Rural Project Examples: Effective
Browse rural projects that meet this collection's second highest level of evidence. For each example listed, the approach has been reported in a peer-reviewed publication.
Farm Dinner Theater
Updated/reviewed November 2024
- Need: To encourage farmers to make health and safety changes on their farms.
- Intervention: Farm Dinner Theater is an event in which farmers and their families watch three 10-minute plays covering health and safety topics and then discuss solutions to the issues addressed in each.
- Results: In a study, farmers who attended the plays were more likely to make changes and tell others what they learned, compared to farmers who received an educational packet with the same information.
Medical Legal Partnership of Southern Illinois
Updated/reviewed November 2024
- Need: Legal barriers often prevent economically disadvantaged people in Southern Illinois from obtaining positive health outcomes despite receiving medical care.
- Intervention: The Medical Legal Partnership of Southern Illinois (MLPSI) was formed to create a system where medical providers can refer patients in need of legal assistance to local attorneys.
- Results: Over 5,700 patients have utilized MLPSI since its founding in 2002. The program has relieved over $8.1 million in medical debt for both hospitals and patients.
Kentucky Homeplace
Updated/reviewed October 2024
- Need: Rural Appalachian Kentucky residents have deficits in health resources and health status, including high levels of cancer, heart disease, hypertension, asthma, and diabetes.
- Intervention: Kentucky Homeplace was created as a community health worker initiative to provide health coaching, increased access to health screenings, and other services.
- Results: From July 2001 to June 2024, over 196,801 rural residents were served. Preventive health strategies, screenings, educational services, and referrals are all offered at no charge to clients.
OHSU Rural Surgery Training
Updated/reviewed October 2024
- Need: General surgeons are needed in rural communities.
- Intervention: Oregon Health & Science University (OHSU) is sending residents to complete a general surgery rotation in rural southern Oregon.
- Results: 19 graduates of the rural residency program are currently practicing in a rural setting.
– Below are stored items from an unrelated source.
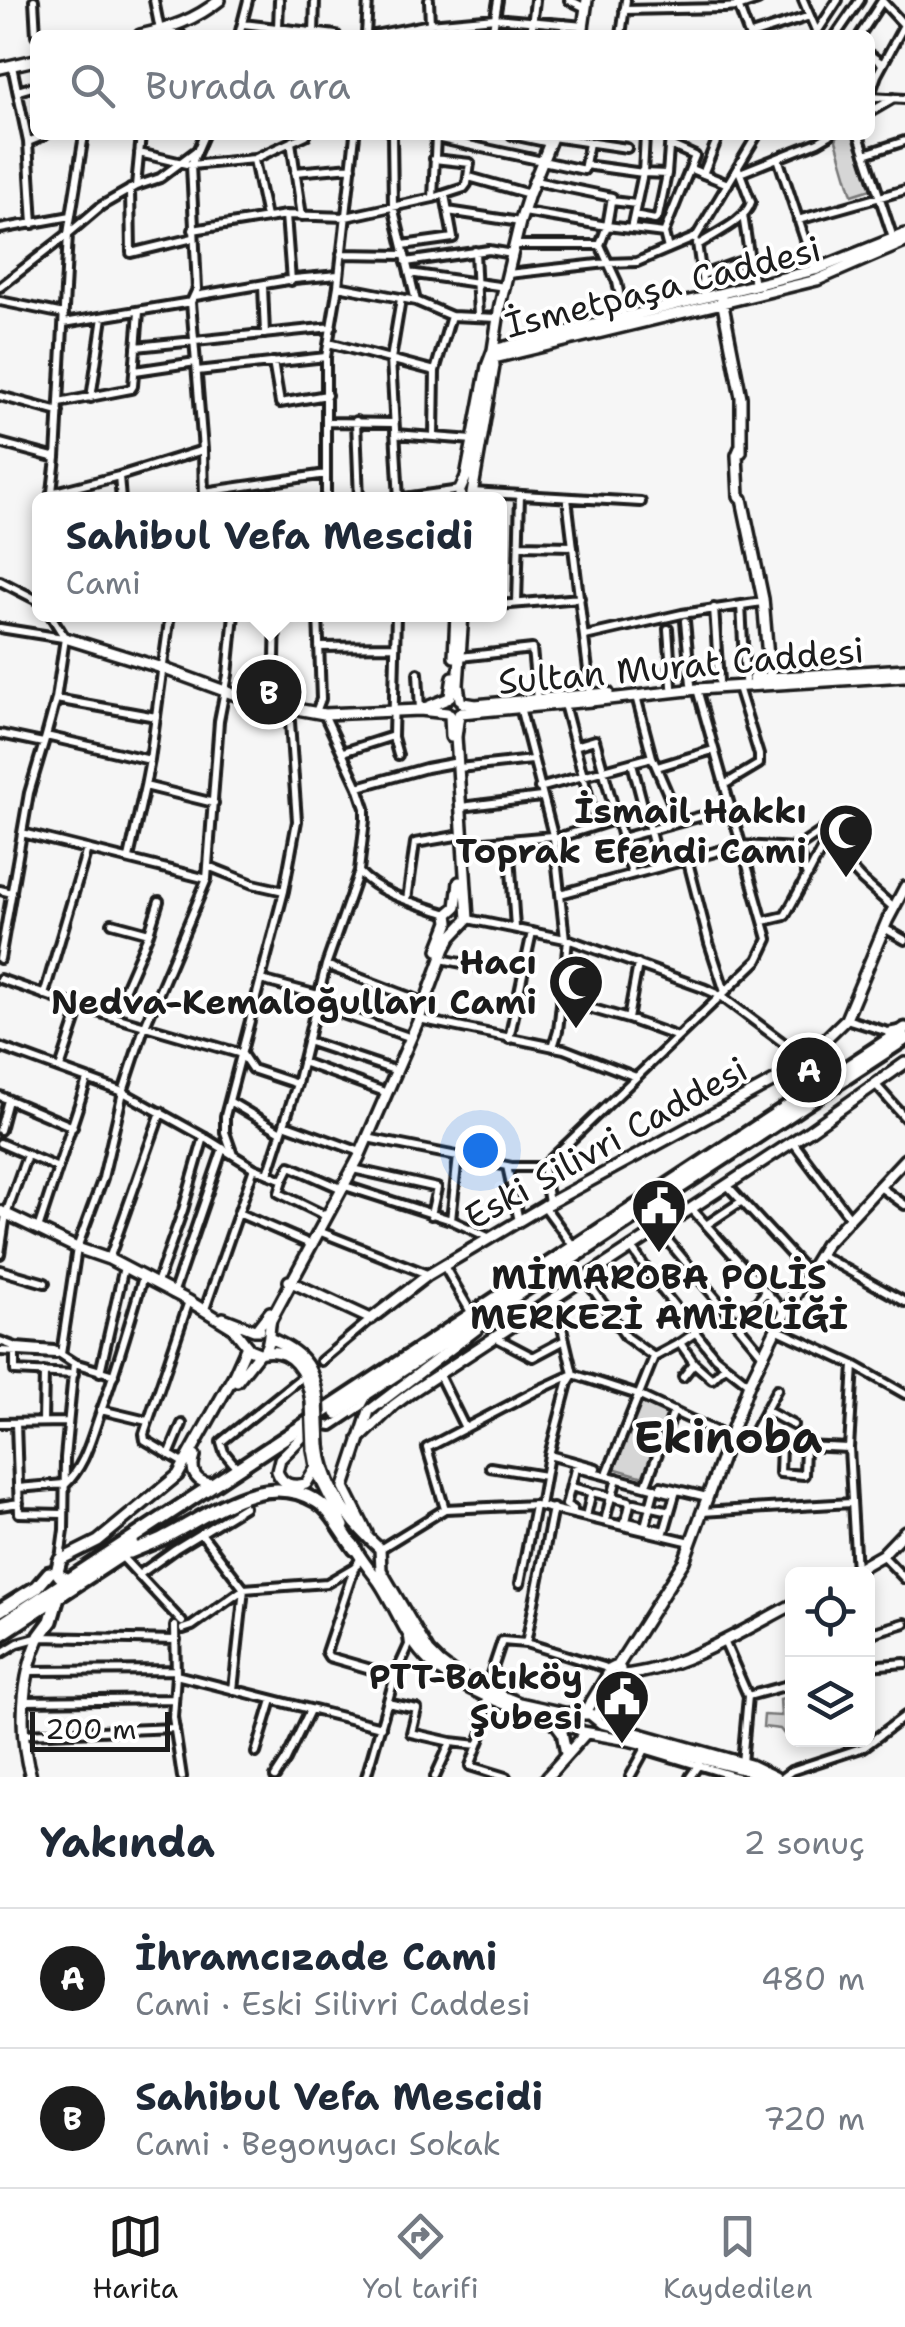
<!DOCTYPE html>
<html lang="tr">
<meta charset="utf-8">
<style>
body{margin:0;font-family:"Shantell Sans",sans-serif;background:#f2f2f3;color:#1f2937}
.controls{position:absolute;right:30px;bottom:30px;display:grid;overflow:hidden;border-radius:15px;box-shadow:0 5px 15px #0003}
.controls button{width:90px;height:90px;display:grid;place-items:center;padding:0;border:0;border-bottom:2px solid #e0e1e3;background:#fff;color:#1f2937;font:50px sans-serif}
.scale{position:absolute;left:30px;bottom:25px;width:140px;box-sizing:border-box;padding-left:10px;border:5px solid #1c1c1c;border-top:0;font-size:28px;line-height:35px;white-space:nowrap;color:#1c1c1c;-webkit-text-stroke:8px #fff;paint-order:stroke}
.you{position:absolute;left:480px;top:1150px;width:35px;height:35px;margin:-25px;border:8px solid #fff;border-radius:50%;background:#1a73e8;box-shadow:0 0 0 15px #1a73e833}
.badge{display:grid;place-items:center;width:65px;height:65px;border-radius:50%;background:#1c1c1c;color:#fff;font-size:32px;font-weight:700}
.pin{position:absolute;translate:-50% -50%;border:5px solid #fff;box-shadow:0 2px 10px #0006}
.popup{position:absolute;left:32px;top:492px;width:475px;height:130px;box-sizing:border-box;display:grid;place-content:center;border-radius:15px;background:#fff;filter:drop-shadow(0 2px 8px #0005);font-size:32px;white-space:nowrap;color:#747a83}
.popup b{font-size:38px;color:#1f2937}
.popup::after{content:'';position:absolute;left:50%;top:100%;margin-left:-20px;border:20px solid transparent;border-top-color:#fff}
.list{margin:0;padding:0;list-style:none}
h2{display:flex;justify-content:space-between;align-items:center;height:130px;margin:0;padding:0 40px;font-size:42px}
h2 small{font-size:32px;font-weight:400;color:#747a83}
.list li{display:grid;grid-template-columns:65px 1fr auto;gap:30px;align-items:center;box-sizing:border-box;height:140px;padding:0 40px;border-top:2px solid #e0e1e3}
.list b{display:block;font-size:38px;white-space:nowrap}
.list p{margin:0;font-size:32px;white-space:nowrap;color:#747a83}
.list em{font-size:32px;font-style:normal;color:#747a83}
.icon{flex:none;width:55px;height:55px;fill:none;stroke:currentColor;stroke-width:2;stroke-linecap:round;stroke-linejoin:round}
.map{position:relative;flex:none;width:905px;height:1777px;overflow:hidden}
.search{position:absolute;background:#fff;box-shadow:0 5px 15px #0003;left:30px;right:30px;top:30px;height:110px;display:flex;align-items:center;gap:25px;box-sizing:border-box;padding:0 35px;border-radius:15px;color:#747a83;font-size:38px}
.sheet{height:410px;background:#fff}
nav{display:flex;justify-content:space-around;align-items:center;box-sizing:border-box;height:140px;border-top:2px solid #e0e1e3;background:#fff;font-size:28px;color:#747a83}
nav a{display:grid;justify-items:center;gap:5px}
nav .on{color:#1c1c1c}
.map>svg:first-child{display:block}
</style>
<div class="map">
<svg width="905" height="1777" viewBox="0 0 905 1777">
<rect width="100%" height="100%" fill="#f6f6f6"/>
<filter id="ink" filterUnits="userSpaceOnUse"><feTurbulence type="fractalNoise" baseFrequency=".01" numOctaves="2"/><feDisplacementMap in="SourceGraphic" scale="20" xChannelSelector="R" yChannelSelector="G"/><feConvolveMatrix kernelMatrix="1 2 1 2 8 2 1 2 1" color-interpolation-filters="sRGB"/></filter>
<g filter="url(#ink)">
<path fill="#d6d6d6" stroke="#797979" stroke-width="2.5" d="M838 135H854L871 189 852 195 836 140Z
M638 1400 667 1414 644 1477 613 1468Z
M792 1696V1732L784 1734 780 1729 763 1727 764 1715 781 1716 780 1699Z"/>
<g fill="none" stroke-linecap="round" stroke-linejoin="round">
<g stroke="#1c1c1c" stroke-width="14">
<path id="minor" d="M34 0 36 35
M154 0 160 30 158 35
M429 0 430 24
M569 0 586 8
M736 0 749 35
M803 0 818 35
M882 1 904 25
M624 10 724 8 738 7 758 0
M243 24 336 35
M278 28 279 0
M161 31 181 35
M817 32 838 0
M314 34 315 0
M239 35 248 0
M366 35 368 0
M374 35 430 24 495 18 584 26
M492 35 498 0
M531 35 535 0
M563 35 565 24
M621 35 626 0
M751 35 810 16
M836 35 860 0
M860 35 882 1
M870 55 883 64
M12 66 28 142 33 224
M18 91 35 86
M870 95 877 75 904 25
M870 97 905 99
M870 112 894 98
M392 135 393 206 416 301
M512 135 550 143
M859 135 893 238
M552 137 627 148
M436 138 584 170 589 143
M28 142 45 135
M291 142 302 216
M139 153 191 165 254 159 306 135
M865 154 905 141
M778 158 815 270
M254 160 266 217
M585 165 643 173 667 174
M691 169 728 184
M295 172 352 167
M740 173 818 142 830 135
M703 174 719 135
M469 177 529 194
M535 181 612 197 607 226 600 245 617 282 624 317
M136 186 141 135
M130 189 131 253 193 238
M433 198 436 136
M612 201 636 204
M448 211 520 222
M524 212 607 226 664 233
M286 215 291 281
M743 215 754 286
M634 216 655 220 658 217 667 174 670 135
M798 220 905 190
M0 229 71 216
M631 229 643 173 645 135
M193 230 286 215 346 217 433 198 464 188 467 184 470 163 434 159
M696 237 757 135
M697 243 705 298
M403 245 453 238 445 195
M514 245H600
M698 245C715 233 745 222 751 202L738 168
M668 249 664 233 695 156 670 145
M475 251 478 316
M341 254 405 255
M406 262 489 250 512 254
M409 273 505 287
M508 274 607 263 637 262 696 237
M702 275 750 258
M263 286 265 334
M338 286 416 301 451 316 498 318
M0 287 68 234 84 135
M195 296 294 279 338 275
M0 301 64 314
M64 323 191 302
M329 343 435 371
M136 347 332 327
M273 362 280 403 327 395
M135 371 196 362
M197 371 326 357
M0 396 59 412
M91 398 103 317
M59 403 131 389 133 386 139 312
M356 421 359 500
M328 422 393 423
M395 434 473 440
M434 436 435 371 451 316
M0 443 56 458
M119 476 121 500
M204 492 326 474
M472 492 641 502
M51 493 119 476 203 450
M567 498 591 695
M397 499 460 490
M51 500 56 458 68 234 101 206 136 186 160 178 196 151
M204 500 203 450 191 302 197 289 191 165 204 135
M326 500V357L338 286 355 135
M399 500 391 359 401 299
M519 545 573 546
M0 581 39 601
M517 603 520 495
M499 605 580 598
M741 605 745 680
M714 608 719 681
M50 614 65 638 56 699 156 717
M685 621 691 684
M0 628 63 638
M668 629 672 686
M585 636 682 614 762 602
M319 647 394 646
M460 657 532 649 537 700
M418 673 420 710
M636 696 652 757 680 822
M56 699 46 736 150 760 170 614
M274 704 276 614
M564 704 596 825
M520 707 554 839 565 939
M316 712 321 699 318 614
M0 734 43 743
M393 737 398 755
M575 746 595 740 632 874
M343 752 393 736 396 614
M150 760 145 786 214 803
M632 763 659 866
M657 767 713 750
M459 768 532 760
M724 785 759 764V755L738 687
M358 787 426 768 453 763
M539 788 652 757
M461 807 541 797
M22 833 207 879
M819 834 862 880 894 908
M622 838 731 808
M554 839 617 819
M509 840 515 928
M463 844 552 836
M129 858 145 786
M687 858 709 943 725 992
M208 866 253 884 284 891
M359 872C380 895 419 904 448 914
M808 875 826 841
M0 890 12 893
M560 894 741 845 797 848 825 829
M407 900 415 843 456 836
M468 919 570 940 703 988 721 996 805 1059
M764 921 785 916 807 876 797 848
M112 923 149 933 159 901
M884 928 905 940
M0 959 29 793 46 736
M441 959 482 967
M326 965 420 1001
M0 979 80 1007 242 1054 252 1069 297 1084
M261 980 318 995
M44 995 87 849
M561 1000 628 1019 678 1037
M316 1005 406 1036
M113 1016 149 933
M419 1019 564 1049 636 1077
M628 1019 638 964
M846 1019 888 1032 898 1030
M509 1039 532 932
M307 1041 391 1069
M0 1047 123 1092 204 1137 254 1168 283 1180 290 1166 340 1188
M553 1047 558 1031 568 940
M808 1056 832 1078
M302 1062 382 1091
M60 1068 80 1008
M876 1085 905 1118
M0 1096 73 1127
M229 1101 281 1132
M284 1124 358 1151
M0 1130 8 1100
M367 1138 512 1167H543
M793 1142 850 1218
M0 1143 58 1168
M233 1155 225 1132V1116L284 891 297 821 289 708
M507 1166 519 1221
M543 1167 758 960 768 939 697 689
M543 1167 549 1203
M353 1169 437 1188 431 1215
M268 1174 297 1084 326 965 359 871 365 820V808L358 787 324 714
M283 1180 279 1193 326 1216
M727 1185 808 1273
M345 1186 451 1220 490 1238
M880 1187 905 1205
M544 1206 574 1247
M691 1208 785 1313
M238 1213 310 1244
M451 1220 458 1156
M706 1225 742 1201
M38 1229 87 1080
M659 1230 763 1355
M321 1232 427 1274
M631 1247 653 1279 715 1357 749 1384
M0 1254 6 1214 27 1155
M819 1254 905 1302
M109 1259 161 1112
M444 1266 472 1314
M0 1270 45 1283
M585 1278 626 1337 654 1357
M157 1283 183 1210 204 1137
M173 1294 223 1148
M555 1298 573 1374
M205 1309 254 1168
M737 1324 766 1292
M776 1329 854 1365 905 1394
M495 1337 533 1357 565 1340
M0 1341 16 1347 54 1350 74 1363 114 1375
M680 1343 696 1332
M0 1351 56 1354
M15 1352V1371L74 1374
M61 1354 77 1248 103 1178 123 1092 144 1028 207 879 219 721 228 675 234 614
M654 1357 680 1343 694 1363 683 1377
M321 1361 371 1319
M694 1363 712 1379 725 1366
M854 1365 849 1448 856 1571
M100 1372 124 1267
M438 1373 465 1428
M573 1374 638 1395 728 1437 781 1445 849 1448
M101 1410 147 1421
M765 1410 793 1425
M43 1422 44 1372
M0 1423 68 1422
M16 1423 19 1513 63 1514
M320 1424 332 1426 362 1406 367 1397
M749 1441 777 1389
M781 1445 780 1473 804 1475 805 1447
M169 1455 182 1424
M549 1455 596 1468
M185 1464 145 1440 144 1434 189 1301
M490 1467 545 1476
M238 1469 224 1452 221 1442 298 1380
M608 1471 654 1357
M647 1482 674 1411
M64 1486C86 1465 91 1438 101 1411 117 1367 130 1322 143 1277
M661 1486 707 1497
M571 1487 590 1492
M18 1488 64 1484
M596 1493 629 1501
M612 1497 617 1478
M635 1503 670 1511
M0 1506 19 1503
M540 1506 549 1455 568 1383 573 1375
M445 1509 427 1448 534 1392 573 1374
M573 1509 566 1505 575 1469 578 1468 675 1494
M587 1512 591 1495
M702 1512 851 1503
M606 1517 611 1497
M624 1521 664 1531
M626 1521 630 1504
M645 1526 655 1488
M664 1532 676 1491
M201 1533 244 1589 233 1690
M380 1549 445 1509 535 1505 691 1542
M882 1555 905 1579
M122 1557 182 1622
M60 1559 64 1530 65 1458 74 1363
M355 1566 326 1652 329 1657 395 1676
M140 1574 175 1549 244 1507
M520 1583 535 1506
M175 1626 176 1675 173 1717 182 1777
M183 1629 192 1626 244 1589 327 1583 356 1566 360 1559
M868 1634 905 1623
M724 1641 748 1696 742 1763
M526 1643 553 1508
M0 1654 18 1643 40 1637 176 1640
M868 1666 905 1663
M28 1671 176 1670
M176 1675 381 1727
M486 1689 502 1641 526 1643 604 1667 610 1671
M748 1696 792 1684
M488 1697 481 1716 488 1719 470 1766 506 1777
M25 1701 173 1699
M387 1703 417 1709 411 1733 451 1742 435 1777
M23 1734 175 1728
M451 1742 478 1745
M644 1749 737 1777
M256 1753 272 1700
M275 1777 286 1760 310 1710
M366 1777 395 1676 409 1645 408 1637
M630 1777 647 1746
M690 1777 699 1764
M783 1777 791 1771 864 1747 905 1716"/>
</g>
<g stroke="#1c1c1c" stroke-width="16">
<path id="major" d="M140 35C171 28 195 20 220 0
M582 35 587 0
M0 68 35 60
M722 300 741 397V452
M493 350 815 270 905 234
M490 359 817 280 905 242
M740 448 737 455 739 496 742 499 763 599 770 681
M460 500V490L466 477 487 366 493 350 500 305 520 222 529 194 553 135
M471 500 494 366 493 354
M65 638 162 668 252 701 324 714 420 710 447 713
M454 657 456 614
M753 679 905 669
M450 696 453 677
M460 699 458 685 463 614
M463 703 475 705 608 693
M420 710 447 699
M461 713 591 701 697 689 905 676
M450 715 451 737
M438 950 449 922 448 914 456 907 459 882
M0 1211 77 1248 109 1259 189 1301 233 1328 249 1349 259 1353
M289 1281 371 1319 428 1275 544 1206 783 1076 808 1056 846 1019 887 921 905 887
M223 1318 254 1330H260
M256 1330 270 1312
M269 1338C301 1351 314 1365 318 1400
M264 1351C271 1342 268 1330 271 1320L359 1157 419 1019 445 948 451 937 468 919 456 737 459 714
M237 1381 259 1353C292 1345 307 1373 311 1401
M306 1433 280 1459 277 1471C282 1485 292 1487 306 1484L315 1469
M359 1439 394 1405 413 1391 809 1131 905 1063
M320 1446C324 1487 350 1522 380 1549L381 1570 386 1579 429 1652 439 1662 456 1675 475 1685 519 1703 564 1713 590 1714 601 1723 750 1765 775 1777
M313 1449 317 1472 344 1526
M195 1456C189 1473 197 1484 215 1484
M367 1533 344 1487 369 1411 510 1304
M353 1544C360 1559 370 1569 379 1582 395 1606 405 1635 424 1656 452 1689 536 1717 578 1729L583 1732 628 1740 750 1771 762 1777
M60 1560 98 1541 178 1475 234 1375 247 1346
M849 1574 882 1555 905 1531
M617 1667 684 1561 749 1384 776 1329 808 1273 825 1245 905 1159
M622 1675C680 1670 742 1631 792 1605
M584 1714 611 1669 615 1667 620 1669
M595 1718 610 1686 622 1675
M556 1724 562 1732 566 1754
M31 1777C18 1733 21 1677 40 1636
M547 1777 586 1733"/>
</g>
<g stroke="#1c1c1c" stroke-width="19">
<path id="highway" d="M337 1413 905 1039
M130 1552C141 1547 154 1543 165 1537 210 1515 264 1469 316 1501 332 1510 343 1534 355 1549
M60 1560 57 1572 60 1576 69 1580
M0 1610 37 1587 49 1573
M0 1625 905 1029
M0 1635 134 1547
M40 1636 51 1621 58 1597"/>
</g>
<use href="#minor" stroke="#fff" stroke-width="6"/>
<use href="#major" stroke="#fff" stroke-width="9"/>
<use href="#highway" stroke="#fff" stroke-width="11"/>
<g stroke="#1c1c1c" stroke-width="16" stroke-linecap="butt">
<path id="major-bridge" d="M318 1400 320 1446
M311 1401 313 1449"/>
</g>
<use href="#major-bridge" stroke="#fff" stroke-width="9"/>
</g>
</g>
<defs>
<g id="mosque-pin" transform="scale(2.875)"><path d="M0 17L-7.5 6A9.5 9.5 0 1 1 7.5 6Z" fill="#1c1c1c" stroke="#fff"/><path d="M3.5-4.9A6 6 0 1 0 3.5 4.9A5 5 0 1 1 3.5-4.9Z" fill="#fff"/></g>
<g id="civic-pin" transform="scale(2.875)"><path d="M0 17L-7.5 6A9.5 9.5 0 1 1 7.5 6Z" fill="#1c1c1c" stroke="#fff"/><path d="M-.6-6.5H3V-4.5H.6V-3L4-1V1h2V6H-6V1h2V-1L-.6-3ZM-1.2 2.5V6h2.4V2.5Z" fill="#fff"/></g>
</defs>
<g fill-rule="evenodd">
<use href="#mosque-pin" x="846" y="831"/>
<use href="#mosque-pin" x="576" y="982"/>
<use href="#civic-pin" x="659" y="1206"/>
<use href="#civic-pin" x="622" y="1697"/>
</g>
<g text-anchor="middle" stroke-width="8" stroke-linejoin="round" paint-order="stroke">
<g font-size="35" fill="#1c1c1c" stroke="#fff">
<text transform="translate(663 287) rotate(-14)" y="12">İsmetpaşa Caddesi</text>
<text transform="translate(681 666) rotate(-5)" y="12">Sultan Murat Caddesi</text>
<text transform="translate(606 1143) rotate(-29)" y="12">Eski Silivri Caddesi</text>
</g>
<g font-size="35" font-weight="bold" fill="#1c1c1c" stroke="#fff" text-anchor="end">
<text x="807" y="823">İsmail Hakkı<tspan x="807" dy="40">Toprak Efendi Cami</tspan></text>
<text x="537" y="974">Hacı<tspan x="537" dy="40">Nedva-Kemaloğulları Cami</tspan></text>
<text x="659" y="1289" text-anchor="middle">MİMAROBA POLİS<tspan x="659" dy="40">MERKEZİ AMİRLİĞİ</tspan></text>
<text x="583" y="1689">PTT-Batıköy<tspan x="583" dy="40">Şubesi</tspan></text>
</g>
<g font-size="45" font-weight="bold" fill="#1c1c1c" stroke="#fff">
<text x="728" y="1453">Ekinoba</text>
</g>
</g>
</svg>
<div class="controls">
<button><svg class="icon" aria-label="locate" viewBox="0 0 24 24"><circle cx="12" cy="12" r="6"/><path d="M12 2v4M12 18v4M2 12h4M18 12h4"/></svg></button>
<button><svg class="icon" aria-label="layers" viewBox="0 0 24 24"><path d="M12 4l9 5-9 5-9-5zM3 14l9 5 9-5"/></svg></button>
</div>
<div class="scale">200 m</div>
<div class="you"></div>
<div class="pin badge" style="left:809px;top:1070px">A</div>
<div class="pin badge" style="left:269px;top:692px">B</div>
<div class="popup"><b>Sahibul Vefa Mescidi</b>Cami</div>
<div class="search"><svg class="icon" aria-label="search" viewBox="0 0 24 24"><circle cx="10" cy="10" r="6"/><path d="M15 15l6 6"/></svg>Burada ara</div>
</div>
<section class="sheet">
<h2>Yakında<small>2 sonuç</small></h2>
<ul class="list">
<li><span class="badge">A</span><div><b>İhramcızade Cami</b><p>Cami · Eski Silivri Caddesi</p></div><em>480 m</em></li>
<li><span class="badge">B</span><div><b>Sahibul Vefa Mescidi</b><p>Cami · Begonyacı Sokak</p></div><em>720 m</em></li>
</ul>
</section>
<nav>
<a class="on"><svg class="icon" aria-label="map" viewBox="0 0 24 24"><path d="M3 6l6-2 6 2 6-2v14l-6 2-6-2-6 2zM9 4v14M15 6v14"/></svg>Harita</a>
<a><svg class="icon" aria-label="directions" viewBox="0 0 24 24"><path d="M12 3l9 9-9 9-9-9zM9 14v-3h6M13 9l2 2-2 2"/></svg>Yol tarifi</a>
<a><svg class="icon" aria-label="saved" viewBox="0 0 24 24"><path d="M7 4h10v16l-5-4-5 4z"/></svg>Kaydedilen</a>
</nav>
The residents remain more likely than other OHSU residents to enter general surgery practice and to serve in a community of fewer than 50,000 people.
Meadows Diabetes Education Program
Updated/reviewed September 2024
- Need: To provide diabetes care and education services to those in rural southeast Georgia.
- Intervention: Diabetes outreach screening, education, and clinical care services were provided to participants in Toombs, Tattnall, and Montgomery counties. The program is no longer active.
- Results: Patients successfully learned self-management skills to lower their blood sugar, cholesterol, and blood pressure.
Community Health Worker-based Chronic Care Management Program
Updated/reviewed August 2024
- Need: Improve healthcare access and decrease chronic disease disparities in rural Appalachia.
- Intervention: A unique community health worker-based chronic care management program, created with philanthropy support.
- Results: After a decade of use in attending to population health needs, health outcomes, healthcare costs, in 2024, the medical condition-agnostic model has a 4-year track record of financial sustainability with recent scaling to include 31 rural counties in a 3-state area of Appalachia and recent implementation in urban areas.
The Health-able Communities Program
Updated/reviewed August 2024
- Need: Expand healthcare access for the more remote residents of 3 frontier counties in north central Idaho.
- Intervention: With early federal grant-funding, a consortium of healthcare providers and community agencies used a hybrid Community Health Worker model to augment traditional healthcare delivery services in order to offer a diverse set of health-related interventions to frontier area residents.
- Results: With additional private grant funding, success continued to build into the current model of an established and separate CHW division within the health system's population health department.
Care for Our Elders/Wakanki Ewastepikte
Updated/reviewed June 2024
- Need: To provide Lakota elders with tools and opportunities for advance care planning.
- Intervention: An outreach program in South Dakota helps Lakota elders with advance care planning and wills by providing bilingual brochures and advance directive coaches.
- Results: Care for Our Elders saw an increase in the number of Lakota elders understanding the differences between a will and a living will and the need to have end-of-life discussions with family and healthcare providers.
HoMBReS
Updated/reviewed May 2024
- Need: To reduce the risk of HIV/STDs among Latino men living in rural regions of the United States.
- Intervention: Soccer team leaders are elected and trained as lay health advisors to promote sexual health education among team members.
- Results: Program participants report an increase in HIV testing, an increase in condom use, and an increase in awareness of how to prevent the transmission of HIV.
Project Lazarus
Updated/reviewed May 2024
- Need: To reduce overdose-related deaths among prescription opioid users in rural Wilkes County, North Carolina.
- Intervention: Education and tools are provided for prescribers, patients and community members to lessen drug supply and demand, and to reduce harm in prescription opioid use.
- Results: Opioid overdose death rates have decreased in Wilkes County.